O CANARINHO, O BEIJA-FLOR E O TEMPO


 
Era inevitável que na clausura da gaiola, onde habitou por longos anos, o pássaro de cores vivas e canto envolvente perdesse a beleza de suas penas e a força de sua voz. Embora nada o prendesse àquele lugar - e a porta da prisão estivesse sempre aberta - o medo, a insegurança e o comodismo impediam que o Canarinho alçasse novos voos. Enquanto muitas aves partiam rumo ao horizonte, o pássaro antes destemido apenas observava, inerte, seus iguais em busca da felicidade.

Da ninhada em que nasceu, o pequeno pássaro foi um dos mais fortes, ativos e corajosos; “medo” era uma palavra que ele não conhecia. Seu canto, um dos mais belos do bando, desde a infância encantava quem se propusesse a ouvir sua melodia de liberdade e esperança. Com o passar dos anos - e a chegada da fase adulta - a ave sentiu necessidade de mudar sua vida. Isso foi possível quando o cantante animal, num dos seus vôos pelo mundo, encontrou a gaiola que o acolheu. Essa casa forneceu-lhe sombra, água e alimento por anos. Mas, ao mesmo tempo em que lhe deu conforto, segurança e proteção contra os predadores, a morada de grades, embora sem cadeado, suprimiu a liberdade e os sonhos do Canarinho.

Percebendo a tristeza que habitava no coração do seu amigo pássaro, refletida na melancolia do canto, no encardido das penas e na falta de brilho do olhar - algo que não condizia com a personalidade alegre e pungente da ave em outrora - o Beija-flor se aproximou da gaiola, e sem cerimônias, começou a falar:

--- Caro irmão, não se entristeça com bobagens. Lembre-se que a juventude ainda é próxima a ti. Suas asas não foram arrancadas, pelo contrário, estão em ótimo estado; muitos vôos ainda podem ser dados até o fim de sua vida. Veja minha situação: sou uma pequena criatura, como você, e muitos animais tentam me devorar; mesmo assim arrisco-me a buscar o néctar das mais variadas e belas flores, a beber nos lagos de águas mais puras, a apreciar o céu, a sentir a brisa do mar e o calor do sol da manhã, sem a certeza que poderei fazer tudo isso no próximo dia. Sou feliz porque tenho liberdade; faço minhas escolhas baseadas no presente; vôo muitas vezes sem destino e tento aproveitar cada minuto da vida como se fosse o último. Transformo cada beijo na razão do meu viver. Ânimo, rapaz! Recorde-se de sua essência e não deixe que o medo do desconhecido o limite à mediocridade dos que não se arriscam a viver. Saia dessa gaiola! Voe rumo à incerteza do futuro! Alimente-se do néctar de vida!

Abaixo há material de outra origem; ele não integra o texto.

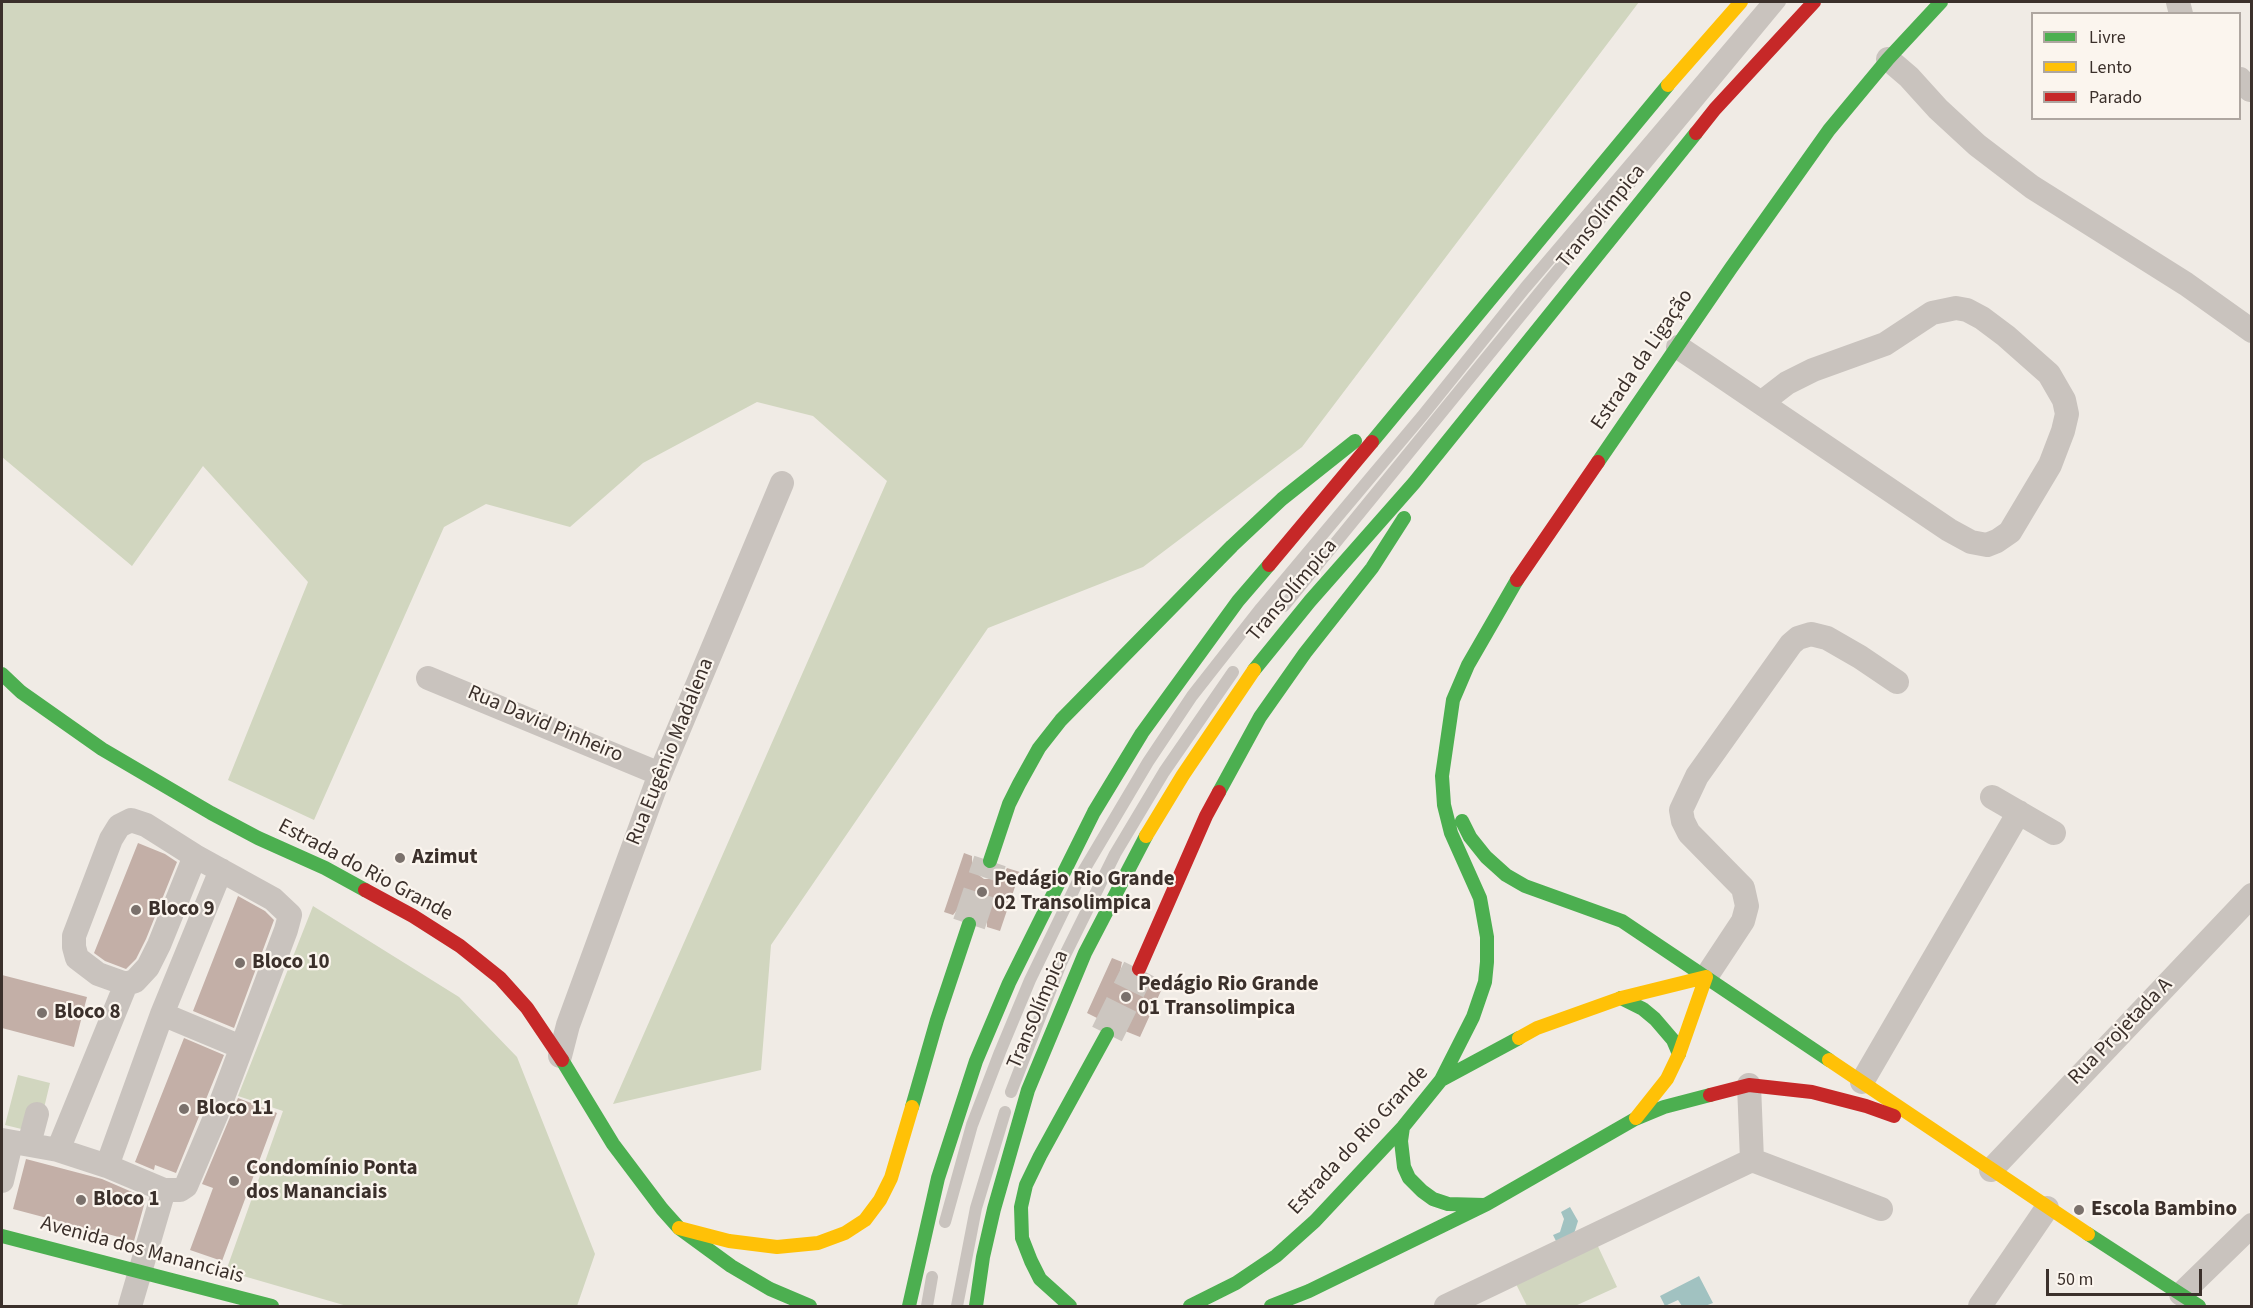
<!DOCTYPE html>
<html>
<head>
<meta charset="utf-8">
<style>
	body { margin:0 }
	#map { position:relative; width:2253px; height:1308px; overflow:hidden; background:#f0ebe5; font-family:"Source Sans 3",sans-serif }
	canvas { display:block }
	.frame { position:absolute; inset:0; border:3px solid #3b302b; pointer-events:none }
	.legend { position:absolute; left:2031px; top:12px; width:210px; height:108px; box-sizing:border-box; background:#fbf5ee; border:2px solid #aea6a0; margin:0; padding:8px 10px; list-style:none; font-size:18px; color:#3b302b }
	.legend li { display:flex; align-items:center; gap:12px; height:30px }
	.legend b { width:30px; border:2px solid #aea6a0 }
	.scale { position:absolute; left:2046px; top:1269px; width:156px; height:27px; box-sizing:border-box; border:3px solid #3b302b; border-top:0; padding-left:8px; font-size:18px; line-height:21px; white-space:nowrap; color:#3b302b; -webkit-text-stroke:4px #fbf5ee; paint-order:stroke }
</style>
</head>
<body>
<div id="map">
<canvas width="2253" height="1308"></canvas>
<div class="frame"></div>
<ul class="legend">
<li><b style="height:8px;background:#4caf50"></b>Livre</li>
<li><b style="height:8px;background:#ffc107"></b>Lento</li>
<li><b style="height:8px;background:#c62828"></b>Parado</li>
</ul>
<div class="scale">50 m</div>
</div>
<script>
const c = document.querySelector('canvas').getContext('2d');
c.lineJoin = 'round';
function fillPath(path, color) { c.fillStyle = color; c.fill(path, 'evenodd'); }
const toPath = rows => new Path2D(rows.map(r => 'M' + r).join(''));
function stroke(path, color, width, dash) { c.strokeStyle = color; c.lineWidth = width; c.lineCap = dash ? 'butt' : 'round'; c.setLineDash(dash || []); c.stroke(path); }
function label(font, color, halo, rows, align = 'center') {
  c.font = font + ' "Source Sans 3",sans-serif'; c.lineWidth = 4.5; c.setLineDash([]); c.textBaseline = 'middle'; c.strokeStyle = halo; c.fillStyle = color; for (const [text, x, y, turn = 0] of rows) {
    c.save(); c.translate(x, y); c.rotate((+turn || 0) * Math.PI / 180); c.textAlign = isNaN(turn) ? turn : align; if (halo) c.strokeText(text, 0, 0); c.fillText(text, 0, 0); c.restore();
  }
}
fillPath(toPath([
	[2,2,1639,2,1302,447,1143,567,988,628,771,945,761,1070,613,1104,887,481,813,416,757,402,643,463,570,527,486,504,444,527,314,820,228,780,308,582,203,466,132,566,2,457],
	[313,906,459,997,517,1057,595,1254,577,1306,347,1306,226,1271,283,1111,238,1096],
	[18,1075,50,1083,38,1133,5,1125],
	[1595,1240,1617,1287,1575,1306,1527,1306,1513,1278]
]), '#d1d6bf');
fillPath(toPath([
	[1570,1207,1578,1221,1573,1237,1558,1245,1553,1235,1560,1232,1564,1219,1561,1212],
	[1699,1276,1713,1303,1705,1306,1682,1306,1678,1300,1665,1306,1660,1296]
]), '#a1c2c1');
fillPath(toPath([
	[138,843,165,854,177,862,146,939,136,959,126,969,105,961,94,953],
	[964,853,972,856,972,865,976,873,984,879,994,879,1003,875,1007,868,1020,872,1000,931,987,927,987,920,983,912,975,906,965,906,957,910,953,915,944,912],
	[238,896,265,911,274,920,234,1028,193,1011],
	[1112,958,1122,962,1120,972,1124,980,1131,986,1142,987,1150,984,1156,977,1165,982,1140,1037,1125,1031,1123,1024,1115,1017,1106,1015,1097,1018,1087,1013],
	[2,975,87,997,74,1047,2,1028],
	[184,1038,224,1055,176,1173,155,1165,154,1170,135,1162],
	[238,1098,277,1113,222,1261,190,1250,213,1188,202,1184],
	[26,1159,102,1179,146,1198,134,1241,13,1209]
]), '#c3afa7');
stroke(toPath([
	[969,924,990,861],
	[1107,1034,1139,969]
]), '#ccc6c0', 33, [33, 16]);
stroke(toPath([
	[1284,606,1548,282,1780,2],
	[1011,1092,1061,963,1115,854,1164,772,1233,672],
	[945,1222,972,1125,1000,1052,1030,980,1081,875,1148,762,1192,696,1261,608,1423,415,1525,288,1768,2],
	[927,1306,932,1277],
	[957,1306,976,1208,1005,1112]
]), '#c9c3be', 12);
stroke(toPath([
	[2178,2,2181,14],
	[1888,59,1909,77,1938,109,1977,145,2032,187,2186,284,2252,331],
	[2240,79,2250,90],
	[1678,347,1702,363,1761,403,1949,530,1971,542,1987,545,1997,541,2010,532,2050,465,2063,431,2067,414,2064,400,2049,374,2006,336,1982,318,1967,310,1956,308,1932,313,1885,344,1813,370,1787,383,1761,403],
	[428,678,660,774],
	[1992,797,2054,833],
	[1706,977,1743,921,1747,906,1743,888,1689,833,1683,821,1681,810,1697,776,1791,644,1798,638,1811,634,1827,638,1860,657,1897,682],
	[162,1014,241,1047],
	[560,1056,568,1025,660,774,782,483],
	[1862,1082,2019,812],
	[1749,1085,1752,1160],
	[2,1140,58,1150,107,1166,164,1190,180,1190,186,1186,217,1113,286,930,290,915,273,899,195,856,146,825,131,820,119,826,111,839,74,936,74,947,77,958,98,974,126,984,135,981,148,967,159,945,195,856],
	[29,1144,37,1114],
	[58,1150,126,984],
	[107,1166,162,1014,221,870],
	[1991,1170,2252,895],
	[2,1181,11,1143],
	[2181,1294,2252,1225],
	[130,1306,164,1190],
	[1446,1306,1752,1160,1881,1209],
	[1980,1306,2047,1208]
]), '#c9c3be', 24);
stroke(toPath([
	[1372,442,1668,85],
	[1598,462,1731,268,1829,130,1888,59,1941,2],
	[1254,670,1310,601,1414,483,1696,133],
	[2,674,21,692,102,749,211,813,258,838,325,868,365,890],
	[1219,792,1260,717,1305,653,1372,568,1404,518],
	[1462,821,1470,837,1486,857,1506,875,1525,886,1622,921,1829,1060],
	[990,861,1009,804,1019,784,1039,748,1061,720,1232,546,1282,499,1355,441],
	[1621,998,1643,1009,1655,1019,1673,1040,1679,1054],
	[562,1060,613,1144,662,1209,679,1228,731,1266,770,1289,810,1306],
	[1441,1080,1473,1017,1485,982,1487,962,1487,937,1480,898,1451,833,1444,805,1442,776,1453,700,1468,665,1517,580],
	[912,1107,937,1020,969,924],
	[1403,1127,1401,1141,1404,1167,1409,1178,1422,1191,1433,1199,1448,1204,1484,1205],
	[2088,1234,2199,1306],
	[2,1236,272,1306],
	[909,1306,938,1178,976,1061,1009,983,1094,812,1142,733,1238,601,1269,565],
	[976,1306,983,1257,994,1209,1028,1090,1085,953,1146,836],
	[1070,1306,1040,1279,1031,1261,1022,1238,1021,1207,1026,1185,1040,1156,1107,1034],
	[1190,1306,1236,1283,1276,1256,1315,1221,1403,1127,1441,1080,1519,1038],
	[1271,1306,1309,1291,1487,1204,1635,1119,1664,1107,1710,1095]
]), '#4caf50', 14);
stroke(toPath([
	[1668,85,1741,2],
	[1146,836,1183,775,1254,670],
	[1519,1038,1537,1028,1621,998,1706,977],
	[1829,1060,2088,1234],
	[1636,1118,1667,1079,1679,1054,1706,977],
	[679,1228,729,1241,777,1247,818,1243,845,1233,865,1220,880,1200,891,1178,912,1107]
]), '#ffc107', 14);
stroke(toPath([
	[1696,133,1715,109,1814,2],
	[1269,565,1372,442],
	[1517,580,1598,462],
	[365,890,413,916,460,946,500,978,527,1008,562,1060],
	[1139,969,1206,816,1219,792],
	[1710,1095,1749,1085,1812,1092,1866,1106,1894,1116]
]), '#c62828', 14);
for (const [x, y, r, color] of [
	[400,858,6,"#7a716c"],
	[982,892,6,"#7a716c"],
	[136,910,6,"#7a716c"],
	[240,963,6,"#7a716c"],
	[1126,997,6,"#7a716c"],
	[42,1013,6,"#7a716c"],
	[184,1109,6,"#7a716c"],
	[234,1181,6,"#7a716c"],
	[81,1200,6,"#7a716c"],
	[2079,1210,6,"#7a716c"]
]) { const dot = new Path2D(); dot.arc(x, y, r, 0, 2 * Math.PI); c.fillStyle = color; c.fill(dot); stroke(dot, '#fbf5ee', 2); }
label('21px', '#3b302b', '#fbf5ee', [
	["TransOlímpica",1602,217,-51],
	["Estrada da Ligação",1643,360,-56],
	["TransOlímpica",1293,591,-50],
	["Rua David Pinheiro",545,725,23],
	["Rua Eugênio Madalena",671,752,-68],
	["Estrada do Rio Grande",365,871,28],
	["TransOlímpica",1039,1010,-67],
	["Rua Projetada A",2121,1032,-46],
	["Estrada do Rio Grande",1359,1141,-47],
	["Avenida dos Mananciais",142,1251,15]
]);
label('bold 21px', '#3b302b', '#fbf5ee', [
	["Azimut",412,858],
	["Pedágio Rio Grande",994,880],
	["02 Transolimpica",994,904],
	["Bloco 9",148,910],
	["Bloco 10",252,963],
	["Pedágio Rio Grande",1138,985],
	["01 Transolimpica",1138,1009],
	["Bloco 8",54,1013],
	["Bloco 11",196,1109],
	["Condomínio Ponta",246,1169],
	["dos Mananciais",246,1193],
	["Bloco 1",93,1200],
	["Escola Bambino",2091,1210]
], 'left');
</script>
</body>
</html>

Ouvindo as palavras de sabedoria e incentivo do Beija-flor ao Canarinho, o Tempo, que estava de passagem naquele momento, com o intuito de fortalecer os argumentos de coragem em prol da ave infeliz, sussurrou ao seu ouvido:

--- Jovem Canarinho, o cronômetro da minha vida começou a contar desde a criação do universo; sou o maior ancião do planeta e não há nesse mundo alguém mais sábio que eu. Presenciei conquistas e derrotas durante todos esses séculos; chorei e sorri com vários povos e gerações; vi a construção e o desmoronamento de impérios, de templos sagrados; sofri ameaças de morte em diversos momentos; porém, aqui estou contando e representando a História. Ao longo da vida deram-me as honrarias de “Compositor de Destinos” e “Tambor de Todos os Ritmos”, com isso tento não decepcionar meus dançarinos. A justiça é meu cetro e a verdade minha coroa; nesta terra de cegos, eu enxergo tudo e sou rei. Saiba que o teu destino eu já tracei; seu sofrimento logo há de findar. Perceba que o elixir da vida não é raro e pode ser encontrado dentro de você. Guarde este receita e propague aos seus descendentes: cultive ação, motivação, transpiração, fé e perseverança. A música da sua vida já foi escolhida por mim, mas quem determinará o ritmo é você. Bravo pássaro, voe, divulgue seu canto e procure sem medo o caminho da felicidade; creia que irá encontrá-lo.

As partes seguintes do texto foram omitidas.